I've been looking for a GSD for our acreage, mainly for my father when I go back to school. There have been some robberies out in our area, he's almost 70 and I want a companion to keep him safe.

The dog I found is registered purebred here in Canada, 5 years old and had 4 litters. Hips certified (though don't know when). Described as obedient, from a working line, socialized. Growing up on a good family farm with other GSD's. 

Also may not be due to retired from breeding. They say due to marital reasons. I understand if it were retired from breeding it may be because something is wrong health-wise, good owners will not continue to breed a dog with health problems. Which is the one thing that keeps me suspicious. 

My questions are:
1) Can the dog still be further trained? I plan to work with a trainer and possibly get involved in some schutzhund activities. 

2) What should I be checking for healthwise? 5 years old is only a few years away from "senior".

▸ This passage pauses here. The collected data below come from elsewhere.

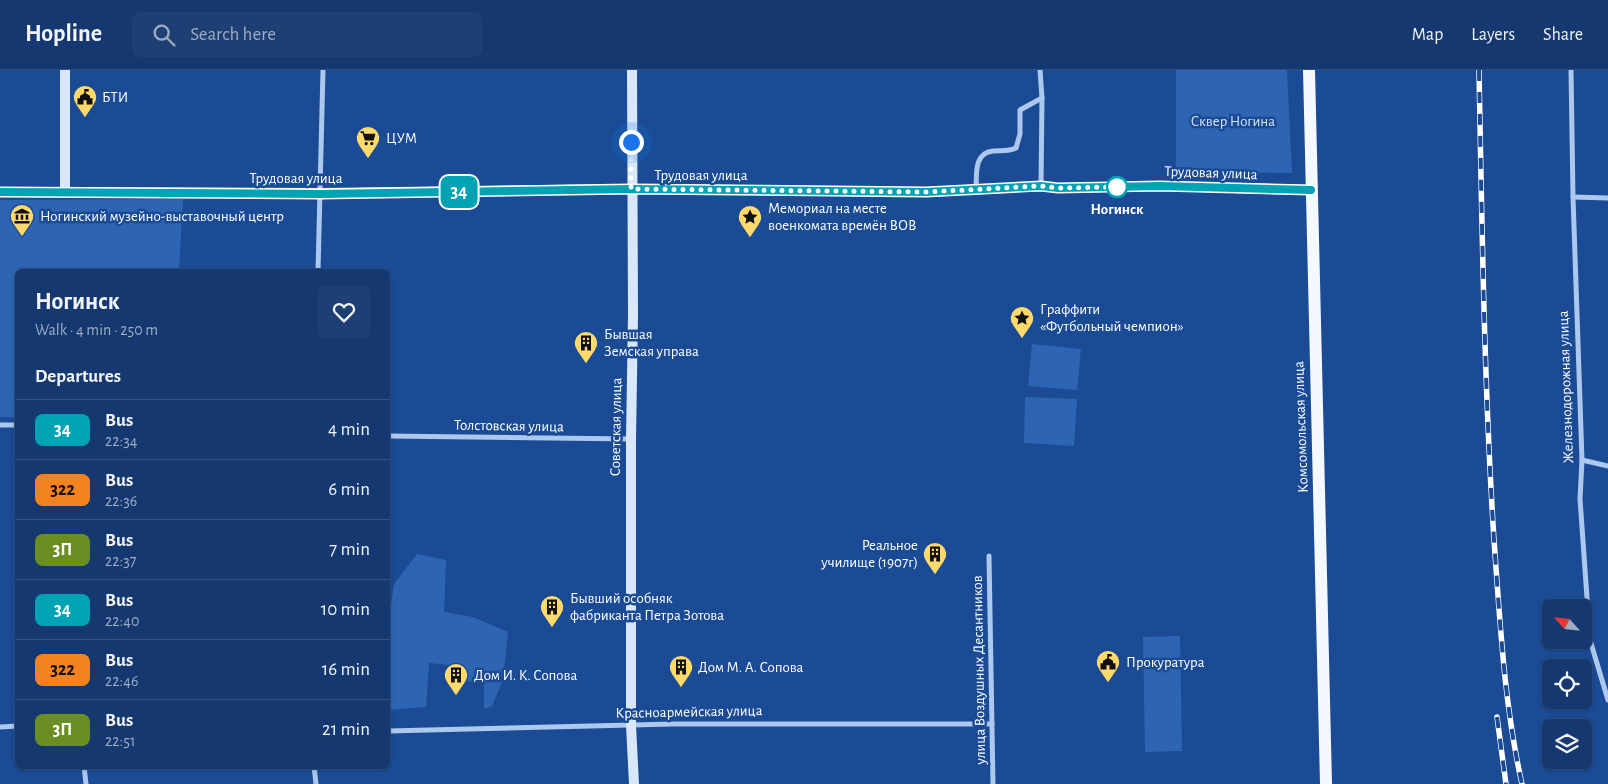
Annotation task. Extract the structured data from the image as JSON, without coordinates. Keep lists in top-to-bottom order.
{
  "streets": {
    "main road": ["Комсомольская улица"],
    "street": [
      "Трудовая улица",
      "Железнодорожная улица",
      "Толстовская улица",
      "Советская улица",
      "улица Воздушных Десантников",
      "Красноармейская улица"
    ]
  },
  "crossings": [
    ["Трудовая улица", "Советская улица"],
    ["Трудовая улица", "Комсомольская улица"],
    ["Толстовская улица", "Советская улица"],
    ["Советская улица", "Красноармейская улица"],
    ["улица Воздушных Десантников", "Красноармейская улица"]
  ],
  "parks": ["Сквер Ногина"],
  "places": {
    "public building": ["БТИ", "Прокуратура"],
    "supermarket": ["ЦУМ"],
    "other": ["Ногинск"],
    "museum": ["Ногинский музейно-выставочный центр"],
    "place": ["Мемориал на месте военкомата времён ВОВ", "Граффити «Футбольный чемпион»"],
    "building": [
      "Бывшая Земская управа",
      "Реальное училище (1907г)",
      "Бывший особняк фабриканта Петра Зотова",
      "Дом М. А. Сопова",
      "Дом И. К. Сопова"
    ]
  },
  "lines": ["bus line 34"],
  "north": "top left",
  "page": {
    "header": "Hopline",
    "search": "Search here",
    "nav": ["Map", "Layers", "Share"],
    "on_map": "34",
    "heading": [
      ["Ногинск", "Walk · 4 min · 250 m"],
      "Departures"
    ],
    "list": [
      {
        "mark": "34",
        "name": "Bus",
        "note": "22:34",
        "value": "4 min"
      },
      {
        "mark": "322",
        "name": "Bus",
        "note": "22:36",
        "value": "6 min"
      },
      {
        "mark": "3П",
        "name": "Bus",
        "note": "22:37",
        "value": "7 min"
      },
      {
        "mark": "34",
        "name": "Bus",
        "note": "22:40",
        "value": "10 min"
      },
      {
        "mark": "322",
        "name": "Bus",
        "note": "22:46",
        "value": "16 min"
      },
      {
        "mark": "3П",
        "name": "Bus",
        "note": "22:51",
        "value": "21 min"
      }
    ]
  }
}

This dog is also located a good 6 hours away from us - so it will be a commitment to go see it (and if we go it would be with intention to buy). We're not experienced evaluating dogs so even if we visit first - we won't really know. 

Older than 2 at least seems to be the ideal fit as the energy and extra training going into a younger dog. Though 5 years may be too much, especially for the $1000 ask (Canadian mind you). 

Rescues and Kennels are another option (my heart really goes out to all those dogs) but there currently isn't much available in my area, as well those that I see often have behavior issues better suited to someone with GSD experience. 

Any insight would be appreciated. Thanks.


----------



## carmspack (Feb 2, 2011)

" 5 years old and had 4 litters and Growing up on a good family farm with other GSD's "

that screams puppy mill if you were to ask me


----------



## selzer (May 7, 2005)

Let's not be hasty. 

Is it a dog or a bitch? 

Ask if they can give you the name of their veterinarian, and if they are ok with you asking about the dog's health history with the vet. 

If they do, then walk away. I am not sure if a vet office will disclose this sort of information without the owners telling them its ok. But if you are worried about the health of the dog, than it may make sense. 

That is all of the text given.